Now, since the Fed (which we know from the recent GAO audit) pumped out $16.1 trillion to banks and corporations in America, and around the planet, there still remains, conservatively speaking, maybe $120 trillion outstanding in debt --- although that is still an incredibly lowball number.

And my neighbor further inquired as to the robosigning, to which I replied:

Since the banksters were filing hundreds of thousands, most likely well over one million, false affidavits (that robo-signing), then had committed exactly that number of felonies, and independent of that, since they didn't follow the proper procedures, they were in violation of Article 3 of the Uniform Commercial Code (although probably in violation of more articles than just that one), and further they had violated the Internal Revenue Code regarding tax-exempt REMIC status, so they at least owed the US government certainly hundreds of millions, although more likely hundreds of billions, in unpaid taxes now.
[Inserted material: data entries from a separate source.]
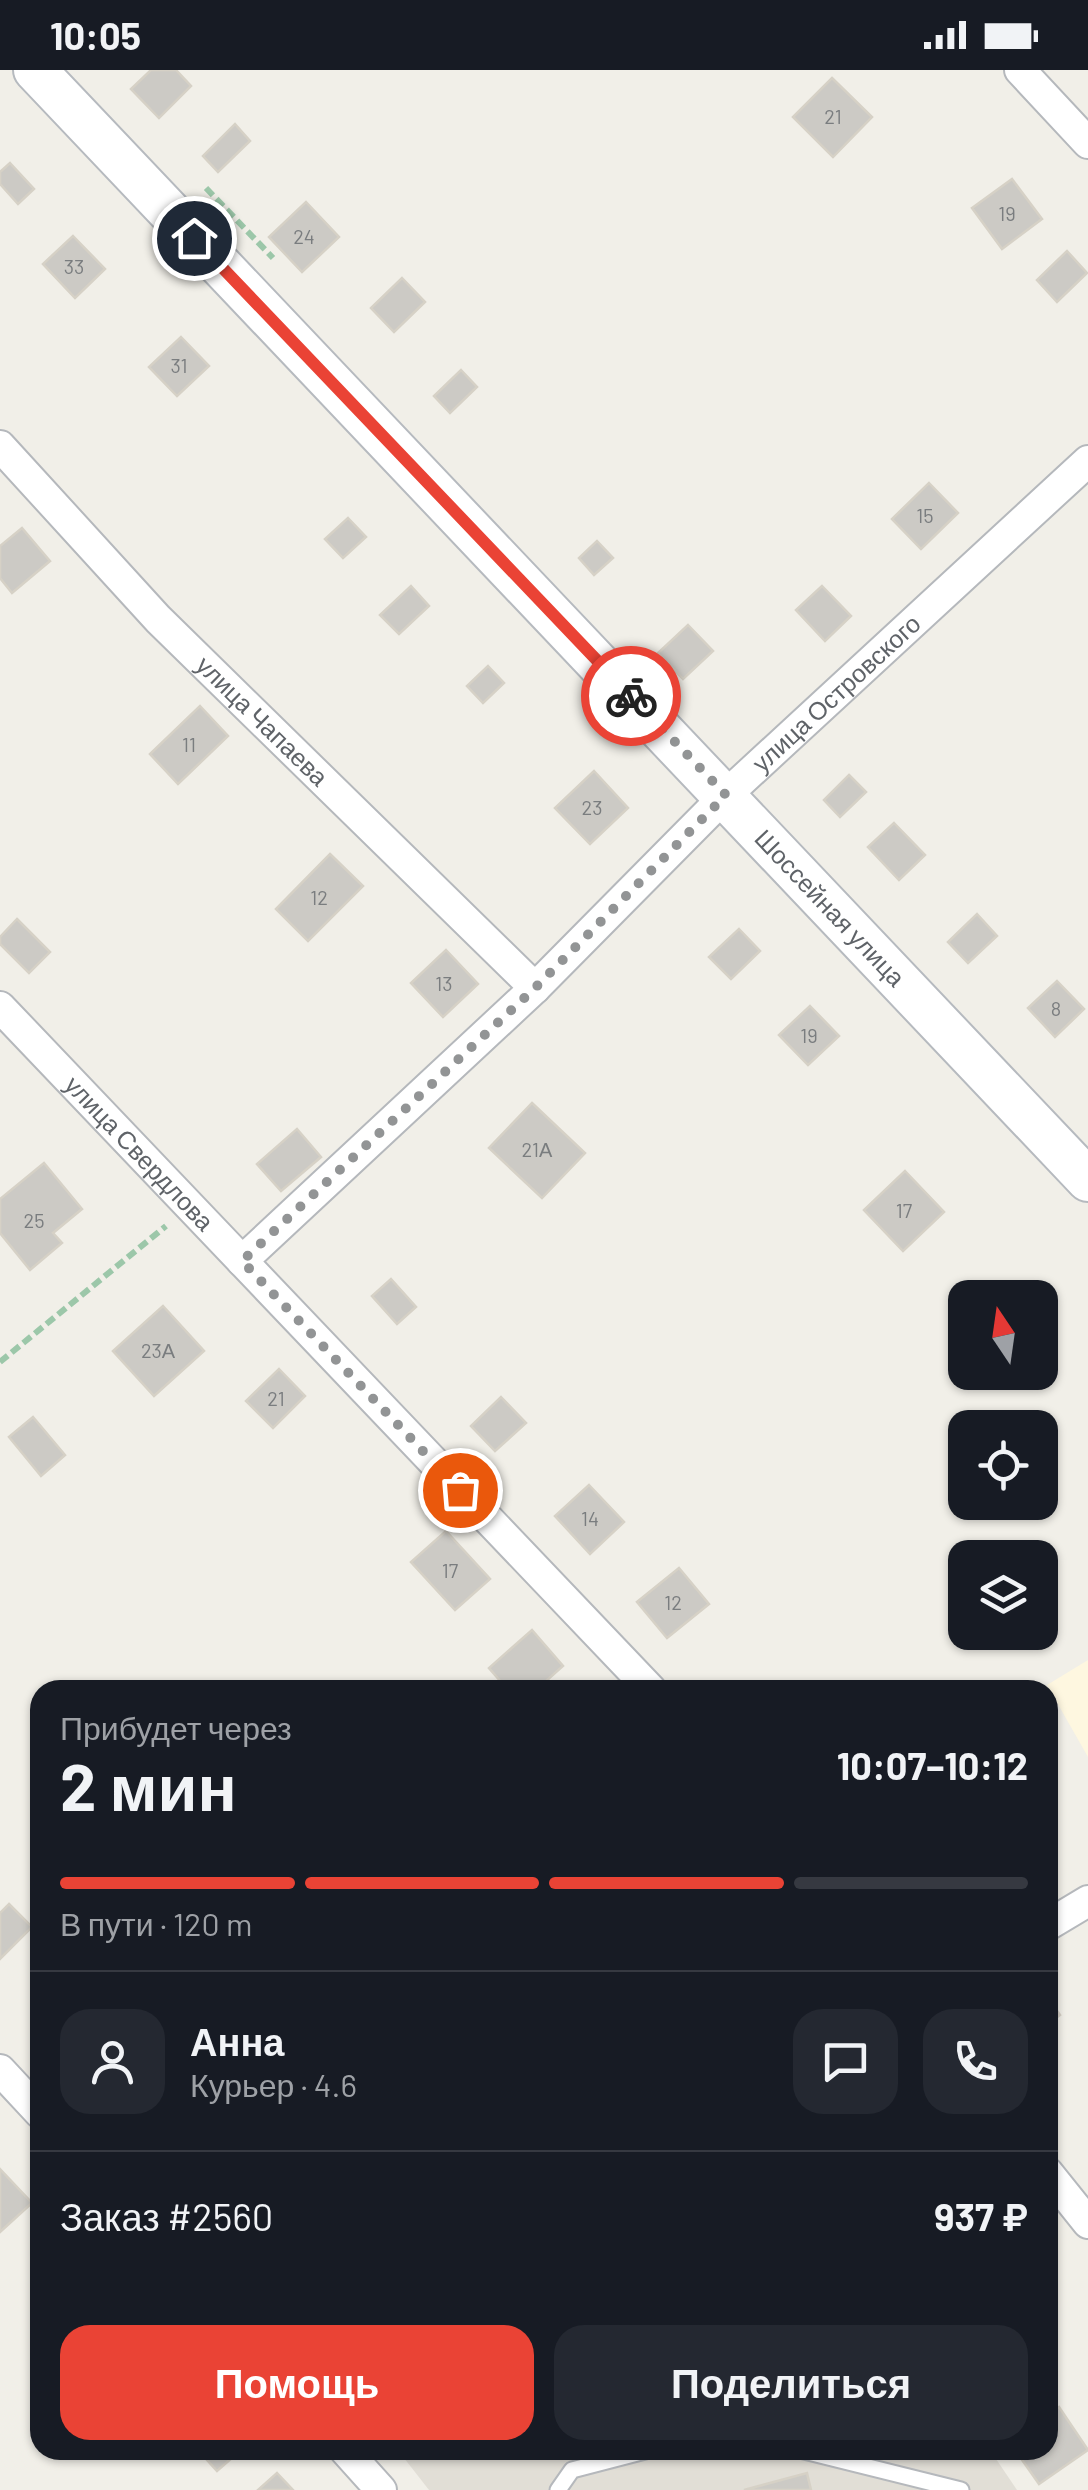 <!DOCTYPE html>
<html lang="ru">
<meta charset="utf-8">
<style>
body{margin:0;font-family:Barlow,sans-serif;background:#242831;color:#f1f3f6;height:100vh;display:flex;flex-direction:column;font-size:38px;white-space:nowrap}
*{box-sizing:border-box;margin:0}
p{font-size:32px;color:#9ea1a6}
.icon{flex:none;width:55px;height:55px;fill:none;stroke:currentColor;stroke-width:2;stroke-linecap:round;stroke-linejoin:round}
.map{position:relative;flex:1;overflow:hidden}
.sheet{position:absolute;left:30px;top:1610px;width:1028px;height:780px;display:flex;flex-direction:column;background:#171b24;border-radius:30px;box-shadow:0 2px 8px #0004}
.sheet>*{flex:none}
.needle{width:65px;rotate:347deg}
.controls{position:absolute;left:948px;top:1210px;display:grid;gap:20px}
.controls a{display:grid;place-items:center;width:110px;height:110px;border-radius:20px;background:#171b24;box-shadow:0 2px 8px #0004;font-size:50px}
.pin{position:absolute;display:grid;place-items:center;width:85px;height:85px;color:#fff;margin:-42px;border:5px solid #fff;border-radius:50%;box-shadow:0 2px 10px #0007}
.courier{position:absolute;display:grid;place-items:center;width:100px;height:100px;margin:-50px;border:8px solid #ea4335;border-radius:50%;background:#fff;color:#222;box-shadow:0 2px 12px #0007}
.summary em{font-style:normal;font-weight:700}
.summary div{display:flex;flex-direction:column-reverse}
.summary{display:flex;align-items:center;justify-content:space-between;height:170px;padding:0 30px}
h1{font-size:65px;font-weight:700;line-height:75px}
.bar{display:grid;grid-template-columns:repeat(4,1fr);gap:15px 10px;align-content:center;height:120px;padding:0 30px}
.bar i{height:12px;border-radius:8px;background:#363941}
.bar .current{background:#ea4335}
.bar p{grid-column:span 4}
.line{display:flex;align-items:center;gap:25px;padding:0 30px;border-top:2px solid #363941}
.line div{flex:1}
.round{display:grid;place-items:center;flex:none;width:105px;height:105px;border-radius:30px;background:#242831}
.cta{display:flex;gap:20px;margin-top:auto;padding:20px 30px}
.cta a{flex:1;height:115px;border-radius:30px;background:#ea4335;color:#fff;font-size:40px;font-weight:700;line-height:115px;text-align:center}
.cta a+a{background:#242831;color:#f1f3f6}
.status{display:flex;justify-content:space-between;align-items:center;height:70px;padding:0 50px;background:#171b24;direction:ltr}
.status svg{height:28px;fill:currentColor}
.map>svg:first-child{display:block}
.commercial{fill:#fef7e0}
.education{fill:#e1ded6}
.building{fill:#cccac5;stroke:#d6d1c6;stroke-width:2.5}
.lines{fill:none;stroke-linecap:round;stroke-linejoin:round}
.lane-casing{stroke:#b5b8bc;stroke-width:19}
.street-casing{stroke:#b5b8bc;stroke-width:34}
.secondary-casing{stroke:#b6babf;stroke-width:46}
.path{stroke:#9cc7a9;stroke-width:6;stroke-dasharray:10 5;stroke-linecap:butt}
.lane{stroke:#fff;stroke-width:15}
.street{stroke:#fff;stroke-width:30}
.secondary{stroke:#fff;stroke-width:42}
.done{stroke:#929495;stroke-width:10;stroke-dasharray:0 18}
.route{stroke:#ea4335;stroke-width:12}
.labels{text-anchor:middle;stroke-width:8;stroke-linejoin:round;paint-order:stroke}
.number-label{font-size:20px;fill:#7a7d7f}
.street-label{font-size:25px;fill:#5f6368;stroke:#fff}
</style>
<div class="status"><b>10:05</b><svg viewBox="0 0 49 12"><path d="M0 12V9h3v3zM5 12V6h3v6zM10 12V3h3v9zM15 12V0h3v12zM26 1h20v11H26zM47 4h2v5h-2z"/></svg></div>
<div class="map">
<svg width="1088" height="2420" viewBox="0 0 1088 2420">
<rect width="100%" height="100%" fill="#f1efe8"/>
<!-- commercial -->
<polygon class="commercial" points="1088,1590 1088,1687 1047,1615"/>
<!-- education -->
<polygon class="education" points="413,2380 990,2380 1017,2420 429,2420 404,2388"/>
<!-- building -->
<g class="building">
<polygon points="151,0 176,0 191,16 159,48 131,19"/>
<polygon points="832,8 872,47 833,87 793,47"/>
<polygon points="235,54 250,71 218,102 203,86"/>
<polygon points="10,93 34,119 18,134 0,114 0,102"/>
<polygon points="1012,109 1042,149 1002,179 972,138"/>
<polygon points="306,132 339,167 302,202 269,167"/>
<polygon points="73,166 105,199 75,228 43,194"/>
<polygon points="1067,181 1087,203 1057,232 1037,210"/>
<polygon points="402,208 425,232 394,262 371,238"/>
<polygon points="181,267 209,296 177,326 149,297"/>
<polygon points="461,300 477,317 450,343 434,326"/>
<polygon points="929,413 958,443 921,479 892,449"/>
<polygon points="348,448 366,467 343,488 325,469"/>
<polygon points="22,458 50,491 12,523 0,508 0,476"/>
<polygon points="597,471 613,488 594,505 579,488"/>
<polygon points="411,516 429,536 399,564 380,545"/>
<polygon points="822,516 851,546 825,571 796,540"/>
<polygon points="688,555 713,581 683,609 658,583"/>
<polygon points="488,596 504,613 483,633 467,616"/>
<polygon points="200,636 228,666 178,714 150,684"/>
<polygon points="594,701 628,738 590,774 555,738"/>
<polygon points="849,705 866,722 840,747 824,730"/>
<polygon points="894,753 925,785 899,810 868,777"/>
<polygon points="330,784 363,816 308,871 276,839"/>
<polygon points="977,844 997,866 968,893 948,872"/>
<polygon points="17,849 50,882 29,903 0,874 0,867"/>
<polygon points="739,859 760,881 731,909 709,887"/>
<polygon points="446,880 478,914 443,947 411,913"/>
<polygon points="1057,911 1084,939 1055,967 1028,938"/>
<polygon points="810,936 839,966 808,995 779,965"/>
<polygon points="532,1033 585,1083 542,1128 489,1078"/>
<polygon points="297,1059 321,1087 281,1121 257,1094"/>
<polygon points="44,1093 82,1139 53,1163 62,1173 30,1200 0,1163 0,1129"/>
<polygon points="905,1101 944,1142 903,1181 864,1140"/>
<polygon points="391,1209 416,1237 397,1254 372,1226"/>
<polygon points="1042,1231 1055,1251 1040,1261 1040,1232"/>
<polygon points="163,1236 204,1281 154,1326 113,1281"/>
<polygon points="279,1299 305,1326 273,1358 246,1331"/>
<polygon points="501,1327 526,1353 495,1381 471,1356"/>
<polygon points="33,1347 65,1385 41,1406 9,1367"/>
<polygon points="589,1415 624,1452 590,1484 555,1446"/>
<polygon points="446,1461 490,1509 455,1540 411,1492"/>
<polygon points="679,1498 709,1534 667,1568 637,1532"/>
<polygon points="532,1560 563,1596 536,1620 508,1620 489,1598"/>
<polygon points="9,1834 32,1857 0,1889 0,1843"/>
<polygon points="1048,1928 1060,1945 1048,1954"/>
<polygon points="0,2099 32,2133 0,2162"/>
<polygon points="1059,2337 1088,2380 1039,2414 1015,2380 1048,2380 1048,2345"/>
<polygon points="198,2380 241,2380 217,2401"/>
<polygon points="277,2403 293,2420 258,2420"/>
<polygon points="807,2403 811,2420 744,2420"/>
</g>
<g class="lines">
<defs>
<g id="lane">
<polyline points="800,2380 961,2420"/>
<polyline points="558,2420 572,2400 649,2380"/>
</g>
<g id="street">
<polyline points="1020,0 1088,73"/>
<path id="s1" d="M0,376L158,549L535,918"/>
<path id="s2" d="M0,937L651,1620"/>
<path id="s3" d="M242,1191L535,918L726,725L1088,391"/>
<polyline points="1048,1855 1088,1831"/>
<polyline points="0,2000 40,2043"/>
<polyline points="1048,2103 1088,2153"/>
<polyline points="345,2380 381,2420"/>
</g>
<g id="secondary">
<path id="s4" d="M35,0L1088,1110"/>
</g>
</defs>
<!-- lane casing -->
<use href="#lane" class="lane-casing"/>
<!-- street casing -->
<use href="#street" class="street-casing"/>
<!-- secondary casing -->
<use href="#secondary" class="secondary-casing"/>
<!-- path -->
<g class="path">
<polyline points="206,118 273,188"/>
<polyline points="0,1292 166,1156"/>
</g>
<!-- lane -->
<use href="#lane" class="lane"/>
<!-- street -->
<use href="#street" class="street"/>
<!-- secondary -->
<use href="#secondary" class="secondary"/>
</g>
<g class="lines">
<!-- done -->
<polyline class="done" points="460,1420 242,1191 535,918 726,725 631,626"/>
<!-- route -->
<polyline class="route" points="194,168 631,626"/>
</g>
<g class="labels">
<!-- number labels -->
<g class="number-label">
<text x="833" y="54">21</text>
<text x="1007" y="151">19</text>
<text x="304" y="174">24</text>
<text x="74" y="204">33</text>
<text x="179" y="303">31</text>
<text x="925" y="453">15</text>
<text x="189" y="682">11</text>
<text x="592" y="745">23</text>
<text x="319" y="835">12</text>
<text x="444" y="921">13</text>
<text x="1056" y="946">8</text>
<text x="809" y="973">19</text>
<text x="537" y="1087">21А</text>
<text x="904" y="1148">17</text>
<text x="34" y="1158">25</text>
<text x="158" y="1288">23А</text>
<text x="276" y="1336">21</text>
<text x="590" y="1456">14</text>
<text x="450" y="1508">17</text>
<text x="673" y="1540">12</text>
</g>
<!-- street labels -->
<g class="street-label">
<text dy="9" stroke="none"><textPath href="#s3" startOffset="822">улица Островского</textPath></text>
<text dy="9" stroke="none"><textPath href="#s1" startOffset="380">улица Чапаева</textPath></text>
<text dy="9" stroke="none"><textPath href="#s4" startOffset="1155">Шоссейная улица</textPath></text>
<text dy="9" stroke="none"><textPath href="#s2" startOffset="202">улица Свердлова</textPath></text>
</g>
</g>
</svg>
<div class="controls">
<a><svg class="needle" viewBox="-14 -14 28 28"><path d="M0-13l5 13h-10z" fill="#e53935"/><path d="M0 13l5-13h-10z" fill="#9ea1a6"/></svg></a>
<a><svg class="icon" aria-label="locate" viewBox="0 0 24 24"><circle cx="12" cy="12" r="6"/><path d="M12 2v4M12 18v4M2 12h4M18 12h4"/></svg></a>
<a><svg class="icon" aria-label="layers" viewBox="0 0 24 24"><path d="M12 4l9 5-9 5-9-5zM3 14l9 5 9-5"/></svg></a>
</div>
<div class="pin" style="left:460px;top:1420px;background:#ea580c"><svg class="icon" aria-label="bag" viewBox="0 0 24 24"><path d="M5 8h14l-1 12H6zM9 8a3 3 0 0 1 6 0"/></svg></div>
<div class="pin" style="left:194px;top:168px;background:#1f2937"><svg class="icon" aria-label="home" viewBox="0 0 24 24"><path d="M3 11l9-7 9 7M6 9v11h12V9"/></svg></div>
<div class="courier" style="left:631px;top:626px"><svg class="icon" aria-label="bike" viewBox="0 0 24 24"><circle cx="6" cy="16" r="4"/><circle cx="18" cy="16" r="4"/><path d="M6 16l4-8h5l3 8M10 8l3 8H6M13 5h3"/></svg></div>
<section class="sheet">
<div class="summary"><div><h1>2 мин</h1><p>Прибудет через</p></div><em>10:07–10:12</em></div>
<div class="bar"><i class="current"></i><i class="current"></i><i class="current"></i><i></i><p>В пути · 120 m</p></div>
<div class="line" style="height:180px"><a class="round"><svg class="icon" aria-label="person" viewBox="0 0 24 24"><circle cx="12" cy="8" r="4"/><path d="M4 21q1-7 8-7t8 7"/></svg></a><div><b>Анна</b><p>Курьер · 4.6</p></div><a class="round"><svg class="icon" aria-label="chat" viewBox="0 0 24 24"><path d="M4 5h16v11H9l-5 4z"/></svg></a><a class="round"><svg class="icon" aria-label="phone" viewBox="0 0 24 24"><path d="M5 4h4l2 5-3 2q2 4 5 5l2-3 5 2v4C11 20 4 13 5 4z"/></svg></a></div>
<div class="line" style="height:130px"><div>Заказ #2560</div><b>937 ₽</b></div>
<div class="cta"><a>Помощь</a><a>Поделиться</a></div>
</section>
</div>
And that, I tactfully explained to my neighbor, is a whole bunch of crimes to answer for.

September 12, 2011 | Unregistered Commentersgt_doom

Exasperated, i made a short youtube cartoon on Obama's bizarre speech. The message is clear; we have no money so let's print more!

http://youtu.be/89PTuP-B5V8?hd=1

September 15, 2011 | Unregistered CommenterRich Arons

I'm afraid what ails the US economy goes way beyond either monetary or fiscal remedy. It's a livid corpse, but a corpse nonetheless. 25 years of open borders labor sweatshopping has killed the real purchasing power of working class people, and 25 years of free-trade job outsourcing has done the same to the middle class. So TPTB have attempted to force demand by ZIRP and monetization. Nomi explains why the credit/$ aren't getting to Main St. but, even if it did, I'm not sure it would do much...except feed into an already galloping price inflation of day-to-day consumables. Small/medium business simply will not hire w/o increased demand for their goods and services. The ultimate solution is going to be political, not economic: Civil War II. 1860------>2012.

September 19, 2011 | Unregistered CommenterCompassionateFascist

As my long-dead papa used to say, "There's no point discussing morals in a whorehouse."